* Problem description
Look through the entries below and extract exactly the lines from the one containing "position:absolute; right:12px; top:12px;" through the one containing "position:relative; flex:none; width:994px;", ends included.

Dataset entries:
══════
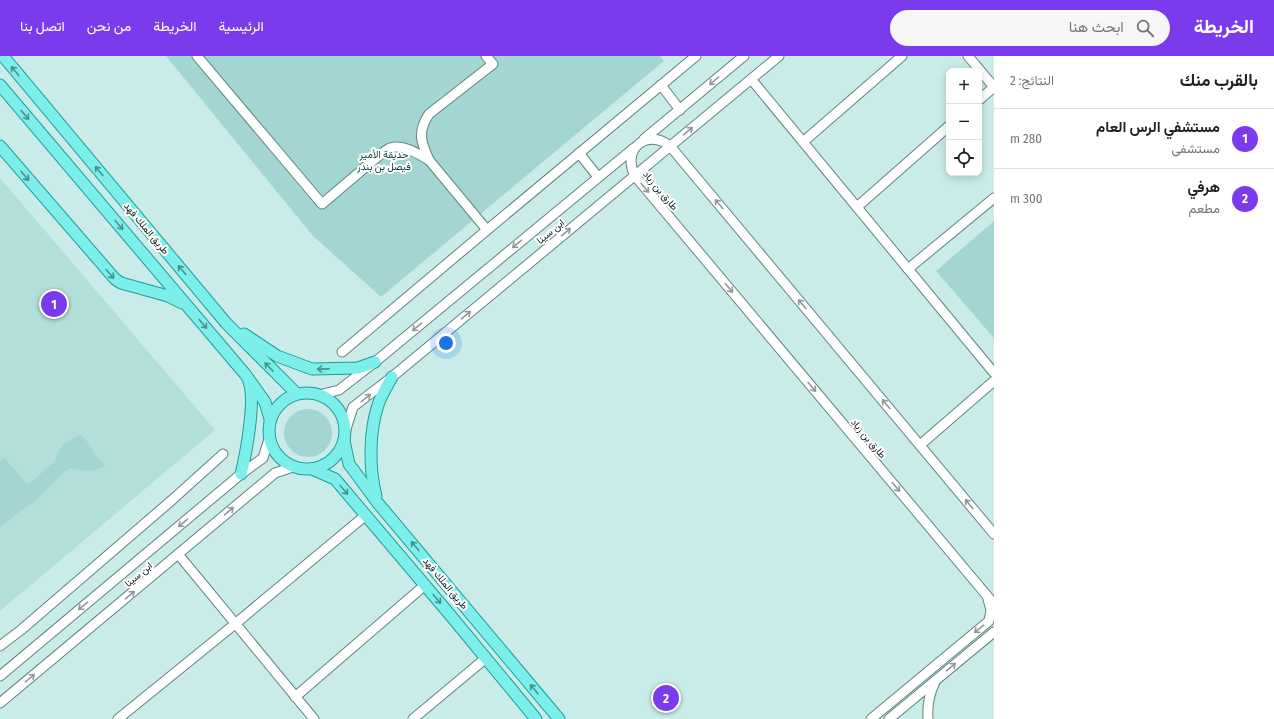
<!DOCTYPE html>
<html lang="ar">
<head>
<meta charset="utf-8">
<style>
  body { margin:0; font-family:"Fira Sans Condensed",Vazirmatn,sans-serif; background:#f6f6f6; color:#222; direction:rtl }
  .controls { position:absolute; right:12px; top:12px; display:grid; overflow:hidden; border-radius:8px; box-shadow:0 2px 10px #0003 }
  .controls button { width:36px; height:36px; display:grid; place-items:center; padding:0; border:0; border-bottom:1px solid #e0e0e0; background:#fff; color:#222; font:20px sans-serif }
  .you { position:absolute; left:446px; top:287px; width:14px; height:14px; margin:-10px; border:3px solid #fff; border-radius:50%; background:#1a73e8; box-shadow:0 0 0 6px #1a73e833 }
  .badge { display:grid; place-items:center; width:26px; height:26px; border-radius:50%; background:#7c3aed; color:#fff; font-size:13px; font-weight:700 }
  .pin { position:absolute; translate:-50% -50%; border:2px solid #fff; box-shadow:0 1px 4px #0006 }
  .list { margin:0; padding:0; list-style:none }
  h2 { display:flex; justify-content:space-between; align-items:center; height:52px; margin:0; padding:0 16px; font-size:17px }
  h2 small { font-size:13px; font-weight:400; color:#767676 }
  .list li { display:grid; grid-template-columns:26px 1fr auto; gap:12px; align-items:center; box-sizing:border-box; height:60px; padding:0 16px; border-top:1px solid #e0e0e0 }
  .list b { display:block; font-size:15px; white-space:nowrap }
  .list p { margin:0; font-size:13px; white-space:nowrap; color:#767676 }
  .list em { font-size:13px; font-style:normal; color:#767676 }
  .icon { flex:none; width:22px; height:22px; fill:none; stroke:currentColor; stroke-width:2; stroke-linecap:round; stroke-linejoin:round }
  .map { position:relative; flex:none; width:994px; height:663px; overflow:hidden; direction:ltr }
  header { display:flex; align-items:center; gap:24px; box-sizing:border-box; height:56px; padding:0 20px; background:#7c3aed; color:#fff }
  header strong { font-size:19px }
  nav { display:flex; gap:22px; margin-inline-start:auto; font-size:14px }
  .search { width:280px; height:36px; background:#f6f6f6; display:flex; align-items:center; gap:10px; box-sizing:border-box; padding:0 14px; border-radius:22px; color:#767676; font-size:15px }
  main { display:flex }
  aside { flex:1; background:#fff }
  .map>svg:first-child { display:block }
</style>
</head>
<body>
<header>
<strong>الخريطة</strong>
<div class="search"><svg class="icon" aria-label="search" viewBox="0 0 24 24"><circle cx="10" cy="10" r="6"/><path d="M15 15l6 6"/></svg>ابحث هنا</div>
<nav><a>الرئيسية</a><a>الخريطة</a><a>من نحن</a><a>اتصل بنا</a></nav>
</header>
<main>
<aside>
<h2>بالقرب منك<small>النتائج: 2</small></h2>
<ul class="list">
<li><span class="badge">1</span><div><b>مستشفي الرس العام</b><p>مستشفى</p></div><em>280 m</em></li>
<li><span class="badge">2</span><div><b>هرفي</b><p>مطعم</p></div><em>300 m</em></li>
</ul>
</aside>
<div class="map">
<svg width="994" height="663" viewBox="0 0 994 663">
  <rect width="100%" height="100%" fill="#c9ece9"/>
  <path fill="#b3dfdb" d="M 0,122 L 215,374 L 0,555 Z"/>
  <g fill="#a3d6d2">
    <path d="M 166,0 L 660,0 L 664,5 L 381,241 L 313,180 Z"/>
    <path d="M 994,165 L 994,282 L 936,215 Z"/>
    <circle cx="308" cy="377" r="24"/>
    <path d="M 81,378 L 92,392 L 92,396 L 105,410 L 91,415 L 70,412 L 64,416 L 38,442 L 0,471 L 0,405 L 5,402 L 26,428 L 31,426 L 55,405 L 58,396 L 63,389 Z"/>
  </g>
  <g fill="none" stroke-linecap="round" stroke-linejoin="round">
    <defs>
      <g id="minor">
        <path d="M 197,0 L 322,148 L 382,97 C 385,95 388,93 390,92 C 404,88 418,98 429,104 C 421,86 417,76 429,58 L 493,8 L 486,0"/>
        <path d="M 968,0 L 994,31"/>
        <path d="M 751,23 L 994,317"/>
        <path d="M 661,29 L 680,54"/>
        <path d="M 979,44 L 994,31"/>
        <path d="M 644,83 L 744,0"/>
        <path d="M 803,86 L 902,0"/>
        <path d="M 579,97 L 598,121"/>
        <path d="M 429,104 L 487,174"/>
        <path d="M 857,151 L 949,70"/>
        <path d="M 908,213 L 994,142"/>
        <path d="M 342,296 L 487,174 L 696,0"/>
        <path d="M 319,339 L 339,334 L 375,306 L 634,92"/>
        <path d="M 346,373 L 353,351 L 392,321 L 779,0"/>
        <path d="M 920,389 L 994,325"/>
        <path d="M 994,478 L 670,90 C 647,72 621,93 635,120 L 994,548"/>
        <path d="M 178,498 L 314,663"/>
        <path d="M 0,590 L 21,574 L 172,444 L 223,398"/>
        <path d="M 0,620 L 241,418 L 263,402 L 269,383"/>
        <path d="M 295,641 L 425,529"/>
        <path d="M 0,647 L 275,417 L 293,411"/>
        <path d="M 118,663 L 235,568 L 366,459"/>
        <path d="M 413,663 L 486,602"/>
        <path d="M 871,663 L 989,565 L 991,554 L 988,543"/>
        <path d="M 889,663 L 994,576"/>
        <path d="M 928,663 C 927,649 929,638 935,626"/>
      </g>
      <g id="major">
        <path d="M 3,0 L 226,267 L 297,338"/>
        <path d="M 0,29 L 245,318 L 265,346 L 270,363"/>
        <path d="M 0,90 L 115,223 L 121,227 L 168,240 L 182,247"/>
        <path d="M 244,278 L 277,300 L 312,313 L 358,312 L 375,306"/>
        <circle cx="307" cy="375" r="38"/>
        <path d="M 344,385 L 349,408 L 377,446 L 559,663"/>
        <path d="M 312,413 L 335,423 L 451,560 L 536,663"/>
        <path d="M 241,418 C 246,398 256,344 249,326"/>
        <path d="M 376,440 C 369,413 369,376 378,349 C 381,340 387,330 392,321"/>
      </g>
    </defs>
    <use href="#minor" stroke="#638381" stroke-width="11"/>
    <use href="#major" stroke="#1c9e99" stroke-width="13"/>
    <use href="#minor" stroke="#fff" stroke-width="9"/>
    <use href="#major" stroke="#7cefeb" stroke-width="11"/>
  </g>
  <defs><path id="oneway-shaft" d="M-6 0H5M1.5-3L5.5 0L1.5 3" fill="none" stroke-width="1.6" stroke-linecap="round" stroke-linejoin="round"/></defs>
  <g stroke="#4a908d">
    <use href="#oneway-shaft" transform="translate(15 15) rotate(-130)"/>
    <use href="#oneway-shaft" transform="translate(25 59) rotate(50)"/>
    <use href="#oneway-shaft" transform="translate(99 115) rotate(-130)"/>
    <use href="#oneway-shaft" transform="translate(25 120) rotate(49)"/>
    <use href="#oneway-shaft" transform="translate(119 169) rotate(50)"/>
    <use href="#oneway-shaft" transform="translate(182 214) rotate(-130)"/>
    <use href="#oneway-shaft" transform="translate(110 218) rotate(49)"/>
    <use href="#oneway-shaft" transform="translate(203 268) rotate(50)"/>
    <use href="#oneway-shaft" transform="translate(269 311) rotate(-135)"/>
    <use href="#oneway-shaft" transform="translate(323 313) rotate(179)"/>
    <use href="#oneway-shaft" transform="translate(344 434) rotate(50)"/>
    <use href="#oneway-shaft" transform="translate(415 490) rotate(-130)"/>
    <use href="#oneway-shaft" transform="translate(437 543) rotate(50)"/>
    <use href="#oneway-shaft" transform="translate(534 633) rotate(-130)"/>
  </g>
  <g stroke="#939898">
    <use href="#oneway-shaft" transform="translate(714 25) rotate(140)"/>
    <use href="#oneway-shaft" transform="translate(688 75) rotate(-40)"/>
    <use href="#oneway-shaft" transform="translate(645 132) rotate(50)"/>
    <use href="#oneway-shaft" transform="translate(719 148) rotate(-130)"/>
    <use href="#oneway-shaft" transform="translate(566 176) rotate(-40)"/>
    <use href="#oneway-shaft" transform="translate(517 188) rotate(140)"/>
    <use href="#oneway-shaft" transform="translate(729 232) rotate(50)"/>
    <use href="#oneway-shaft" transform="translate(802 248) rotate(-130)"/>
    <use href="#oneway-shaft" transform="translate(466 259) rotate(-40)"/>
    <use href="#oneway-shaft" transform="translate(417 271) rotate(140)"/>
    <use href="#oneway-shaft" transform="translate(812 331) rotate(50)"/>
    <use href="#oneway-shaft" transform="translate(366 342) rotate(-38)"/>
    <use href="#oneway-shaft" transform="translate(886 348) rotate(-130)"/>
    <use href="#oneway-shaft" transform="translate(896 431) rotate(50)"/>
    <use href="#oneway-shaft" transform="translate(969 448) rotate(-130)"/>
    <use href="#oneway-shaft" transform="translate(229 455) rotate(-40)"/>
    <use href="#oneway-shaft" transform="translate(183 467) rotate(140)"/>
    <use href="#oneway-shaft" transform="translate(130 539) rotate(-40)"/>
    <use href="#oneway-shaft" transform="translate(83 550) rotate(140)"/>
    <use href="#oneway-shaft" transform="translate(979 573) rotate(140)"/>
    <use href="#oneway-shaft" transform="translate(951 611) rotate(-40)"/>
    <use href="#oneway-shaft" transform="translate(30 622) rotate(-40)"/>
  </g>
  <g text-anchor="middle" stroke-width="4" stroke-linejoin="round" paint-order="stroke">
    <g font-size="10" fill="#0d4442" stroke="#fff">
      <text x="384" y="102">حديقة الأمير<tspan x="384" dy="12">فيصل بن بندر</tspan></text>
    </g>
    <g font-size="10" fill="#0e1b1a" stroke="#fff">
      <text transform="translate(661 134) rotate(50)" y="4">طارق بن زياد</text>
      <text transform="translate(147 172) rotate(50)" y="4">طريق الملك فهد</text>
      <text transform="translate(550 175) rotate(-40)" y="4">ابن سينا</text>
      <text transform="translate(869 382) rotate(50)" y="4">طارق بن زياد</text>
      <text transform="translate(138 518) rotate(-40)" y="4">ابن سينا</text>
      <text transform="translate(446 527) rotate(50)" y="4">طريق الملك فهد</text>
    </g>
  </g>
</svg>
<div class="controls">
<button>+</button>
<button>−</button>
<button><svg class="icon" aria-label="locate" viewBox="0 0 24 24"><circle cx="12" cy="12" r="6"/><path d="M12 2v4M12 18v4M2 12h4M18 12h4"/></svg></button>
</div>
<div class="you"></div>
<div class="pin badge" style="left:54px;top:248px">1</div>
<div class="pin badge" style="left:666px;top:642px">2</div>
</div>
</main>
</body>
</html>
══════
* Reply to the task
  .controls { position:absolute; right:12px; top:12px; display:grid; overflow:hidden; border-radius:8px; box-shadow:0 2px 10px #0003 }
  .controls button { width:36px; height:36px; display:grid; place-items:center; padding:0; border:0; border-bottom:1px solid #e0e0e0; background:#fff; color:#222; font:20px sans-serif }
  .you { position:absolute; left:446px; top:287px; width:14px; height:14px; margin:-10px; border:3px solid #fff; border-radius:50%; background:#1a73e8; box-shadow:0 0 0 6px #1a73e833 }
  .badge { display:grid; place-items:center; width:26px; height:26px; border-radius:50%; background:#7c3aed; color:#fff; font-size:13px; font-weight:700 }
  .pin { position:absolute; translate:-50% -50%; border:2px solid #fff; box-shadow:0 1px 4px #0006 }
  .list { margin:0; padding:0; list-style:none }
  h2 { display:flex; justify-content:space-between; align-items:center; height:52px; margin:0; padding:0 16px; font-size:17px }
  h2 small { font-size:13px; font-weight:400; color:#767676 }
  .list li { display:grid; grid-template-columns:26px 1fr auto; gap:12px; align-items:center; box-sizing:border-box; height:60px; padding:0 16px; border-top:1px solid #e0e0e0 }
  .list b { display:block; font-size:15px; white-space:nowrap }
  .list p { margin:0; font-size:13px; white-space:nowrap; color:#767676 }
  .list em { font-size:13px; font-style:normal; color:#767676 }
  .icon { flex:none; width:22px; height:22px; fill:none; stroke:currentColor; stroke-width:2; stroke-linecap:round; stroke-linejoin:round }
  .map { position:relative; flex:none; width:994px; height:663px; overflow:hidden; direction:ltr }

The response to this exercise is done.